Clusters of microRNAs emerge by new hairpins in existing transcripts

TL;DR

This study investigates the evolution of microRNA clusters in Drosophila, revealing that most clusters form through de novo hairpin creation in existing transcripts, with implications for understanding their linkage and evolution.

Contribution

The paper provides a novel evolutionary model showing microRNA clusters mainly originate from new hairpins, not rearrangements, highlighting the importance of linkage in microRNA evolution.

Findings

Most microRNA clusters arose by de novo hairpins

Clusters are unlikely to undergo rearrangements

No evidence of clusters forming by gene rearrangement

Abstract

Genetic linkage may result in the expression of multiple products from a polycistronic transcript, under the control of a single promoter. In animals, protein-coding polycistronic transcripts are rare. However, microRNAs are frequently clustered in the genomes of animals, and these clusters are often transcribed as a single unit. The evolution of microRNA clusters has been the subject of much speculation, and a selective advantage of clusters of functionally related microRNAs is often proposed. However, the origin of microRNA clusters has not been so far explored.

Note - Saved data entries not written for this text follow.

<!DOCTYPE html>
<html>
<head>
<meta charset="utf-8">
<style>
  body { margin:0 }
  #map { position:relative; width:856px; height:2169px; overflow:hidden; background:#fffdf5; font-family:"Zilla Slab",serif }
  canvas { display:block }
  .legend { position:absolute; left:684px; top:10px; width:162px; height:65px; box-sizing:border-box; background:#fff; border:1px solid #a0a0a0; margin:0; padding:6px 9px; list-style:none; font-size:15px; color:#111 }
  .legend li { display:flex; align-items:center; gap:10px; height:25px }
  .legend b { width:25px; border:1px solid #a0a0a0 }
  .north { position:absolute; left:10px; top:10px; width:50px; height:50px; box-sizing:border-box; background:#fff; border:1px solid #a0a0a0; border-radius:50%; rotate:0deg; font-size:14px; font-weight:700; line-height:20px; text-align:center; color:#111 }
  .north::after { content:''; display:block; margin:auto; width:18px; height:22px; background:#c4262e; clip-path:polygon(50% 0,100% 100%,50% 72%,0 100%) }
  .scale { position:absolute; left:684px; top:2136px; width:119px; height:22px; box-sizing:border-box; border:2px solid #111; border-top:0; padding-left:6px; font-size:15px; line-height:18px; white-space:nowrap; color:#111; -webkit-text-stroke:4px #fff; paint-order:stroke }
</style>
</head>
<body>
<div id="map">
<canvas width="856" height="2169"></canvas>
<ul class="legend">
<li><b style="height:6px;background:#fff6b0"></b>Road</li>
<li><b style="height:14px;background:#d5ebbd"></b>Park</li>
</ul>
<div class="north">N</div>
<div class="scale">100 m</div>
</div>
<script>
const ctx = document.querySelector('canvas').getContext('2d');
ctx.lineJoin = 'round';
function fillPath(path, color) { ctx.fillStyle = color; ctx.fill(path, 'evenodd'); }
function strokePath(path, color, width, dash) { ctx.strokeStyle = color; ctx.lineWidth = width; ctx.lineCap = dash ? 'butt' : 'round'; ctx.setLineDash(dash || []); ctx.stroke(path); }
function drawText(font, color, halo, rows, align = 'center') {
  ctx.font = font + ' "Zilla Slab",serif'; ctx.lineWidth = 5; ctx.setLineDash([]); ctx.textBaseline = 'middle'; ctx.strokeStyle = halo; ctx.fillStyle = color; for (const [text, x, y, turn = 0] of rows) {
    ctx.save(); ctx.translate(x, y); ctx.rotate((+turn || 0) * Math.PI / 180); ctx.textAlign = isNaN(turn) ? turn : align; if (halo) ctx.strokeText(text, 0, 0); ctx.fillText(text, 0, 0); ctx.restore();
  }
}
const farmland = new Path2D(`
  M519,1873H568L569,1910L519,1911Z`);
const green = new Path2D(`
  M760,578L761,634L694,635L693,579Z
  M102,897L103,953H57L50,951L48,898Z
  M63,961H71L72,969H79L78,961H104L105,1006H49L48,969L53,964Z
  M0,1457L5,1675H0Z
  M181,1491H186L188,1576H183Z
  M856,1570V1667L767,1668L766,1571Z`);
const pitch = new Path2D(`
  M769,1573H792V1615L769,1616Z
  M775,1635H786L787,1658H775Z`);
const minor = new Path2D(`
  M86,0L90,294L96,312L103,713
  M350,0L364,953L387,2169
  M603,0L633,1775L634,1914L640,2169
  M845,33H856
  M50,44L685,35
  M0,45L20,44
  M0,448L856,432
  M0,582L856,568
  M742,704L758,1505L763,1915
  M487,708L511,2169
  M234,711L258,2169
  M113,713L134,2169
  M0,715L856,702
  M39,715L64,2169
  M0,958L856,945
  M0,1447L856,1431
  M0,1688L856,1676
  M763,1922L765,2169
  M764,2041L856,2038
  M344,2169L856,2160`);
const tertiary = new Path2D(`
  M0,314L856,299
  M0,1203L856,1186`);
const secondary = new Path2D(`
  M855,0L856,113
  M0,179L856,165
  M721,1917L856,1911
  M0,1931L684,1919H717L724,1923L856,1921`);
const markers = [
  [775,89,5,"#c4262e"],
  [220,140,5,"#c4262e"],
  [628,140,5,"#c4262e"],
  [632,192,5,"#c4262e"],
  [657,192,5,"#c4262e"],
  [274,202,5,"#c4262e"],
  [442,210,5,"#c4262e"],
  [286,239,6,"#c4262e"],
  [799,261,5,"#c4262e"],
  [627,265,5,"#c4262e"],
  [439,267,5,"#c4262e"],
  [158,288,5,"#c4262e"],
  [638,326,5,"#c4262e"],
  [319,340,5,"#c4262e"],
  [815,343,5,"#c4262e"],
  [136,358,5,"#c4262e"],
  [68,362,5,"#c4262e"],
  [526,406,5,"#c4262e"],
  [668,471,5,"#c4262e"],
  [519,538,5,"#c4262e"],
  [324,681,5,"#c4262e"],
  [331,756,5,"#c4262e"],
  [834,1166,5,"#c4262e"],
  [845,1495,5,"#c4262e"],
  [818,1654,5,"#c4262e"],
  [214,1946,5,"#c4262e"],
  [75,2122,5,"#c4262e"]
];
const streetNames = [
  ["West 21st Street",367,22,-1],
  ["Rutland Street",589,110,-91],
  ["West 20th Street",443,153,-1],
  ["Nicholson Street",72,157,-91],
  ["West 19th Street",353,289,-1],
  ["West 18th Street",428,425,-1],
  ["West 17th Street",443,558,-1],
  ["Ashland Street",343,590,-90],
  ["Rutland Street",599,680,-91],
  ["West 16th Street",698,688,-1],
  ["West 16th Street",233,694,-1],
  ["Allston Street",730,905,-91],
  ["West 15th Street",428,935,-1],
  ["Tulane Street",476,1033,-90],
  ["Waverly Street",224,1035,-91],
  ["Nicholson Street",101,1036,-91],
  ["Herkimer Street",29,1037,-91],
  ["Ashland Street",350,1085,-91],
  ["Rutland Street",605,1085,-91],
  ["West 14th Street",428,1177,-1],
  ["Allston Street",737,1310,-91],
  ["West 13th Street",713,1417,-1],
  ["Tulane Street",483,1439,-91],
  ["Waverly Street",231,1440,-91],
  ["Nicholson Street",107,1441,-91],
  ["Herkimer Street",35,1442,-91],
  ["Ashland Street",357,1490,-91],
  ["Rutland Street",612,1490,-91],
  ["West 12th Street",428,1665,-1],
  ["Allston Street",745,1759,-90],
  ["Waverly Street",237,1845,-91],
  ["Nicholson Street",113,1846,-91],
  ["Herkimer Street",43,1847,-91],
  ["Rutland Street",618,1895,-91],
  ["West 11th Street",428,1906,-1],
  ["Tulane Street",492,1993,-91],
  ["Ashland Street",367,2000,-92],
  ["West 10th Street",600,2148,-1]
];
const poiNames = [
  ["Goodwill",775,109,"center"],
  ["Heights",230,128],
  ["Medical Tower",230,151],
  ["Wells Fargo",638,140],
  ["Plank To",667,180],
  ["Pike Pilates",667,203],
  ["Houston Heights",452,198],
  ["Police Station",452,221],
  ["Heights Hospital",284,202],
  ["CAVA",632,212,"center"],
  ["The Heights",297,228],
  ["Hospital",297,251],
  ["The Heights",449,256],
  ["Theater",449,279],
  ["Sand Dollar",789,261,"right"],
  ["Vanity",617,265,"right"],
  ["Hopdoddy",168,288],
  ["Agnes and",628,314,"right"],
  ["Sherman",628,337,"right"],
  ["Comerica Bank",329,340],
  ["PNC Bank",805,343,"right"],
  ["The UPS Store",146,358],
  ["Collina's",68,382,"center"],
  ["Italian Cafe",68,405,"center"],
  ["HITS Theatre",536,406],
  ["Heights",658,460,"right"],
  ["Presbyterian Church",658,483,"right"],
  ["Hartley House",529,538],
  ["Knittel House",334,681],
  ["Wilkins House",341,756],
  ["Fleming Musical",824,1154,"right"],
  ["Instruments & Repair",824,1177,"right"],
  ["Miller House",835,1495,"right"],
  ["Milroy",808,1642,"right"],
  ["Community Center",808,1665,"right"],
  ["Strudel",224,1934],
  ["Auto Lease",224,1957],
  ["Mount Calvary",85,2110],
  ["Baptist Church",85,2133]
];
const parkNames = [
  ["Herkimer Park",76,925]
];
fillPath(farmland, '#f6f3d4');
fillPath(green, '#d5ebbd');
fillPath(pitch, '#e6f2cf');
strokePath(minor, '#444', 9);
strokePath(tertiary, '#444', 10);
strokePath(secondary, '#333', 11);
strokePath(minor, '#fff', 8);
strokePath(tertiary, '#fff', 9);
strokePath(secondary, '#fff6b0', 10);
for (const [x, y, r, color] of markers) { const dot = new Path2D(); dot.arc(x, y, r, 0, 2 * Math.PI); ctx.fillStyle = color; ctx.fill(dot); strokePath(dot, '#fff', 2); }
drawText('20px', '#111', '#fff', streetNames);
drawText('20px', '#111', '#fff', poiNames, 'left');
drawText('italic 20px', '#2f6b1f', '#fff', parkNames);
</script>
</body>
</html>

Here we study the evolution of microRNA clusters in Drosophila melanogaster. We observed that the majority of microRNA clusters arose by the de novo formation of new microRNA-like hairpins in existing microRNA transcripts. Some clusters also emerged by tandem duplication of a single microRNA. Comparative genomics show that these clusters are unlikely to split or undergo rearrangements. We did not find any instances of clusters appearing by rearrangement of pre-existing microRNA genes. We propose a model for microRNA cluster evolution in which selection over one of the microRNAs in the cluster interferes with the evolution of the other linked microRNAs. Our analysis suggests that the study of microRNAs and small RNAs must consider linkage associations.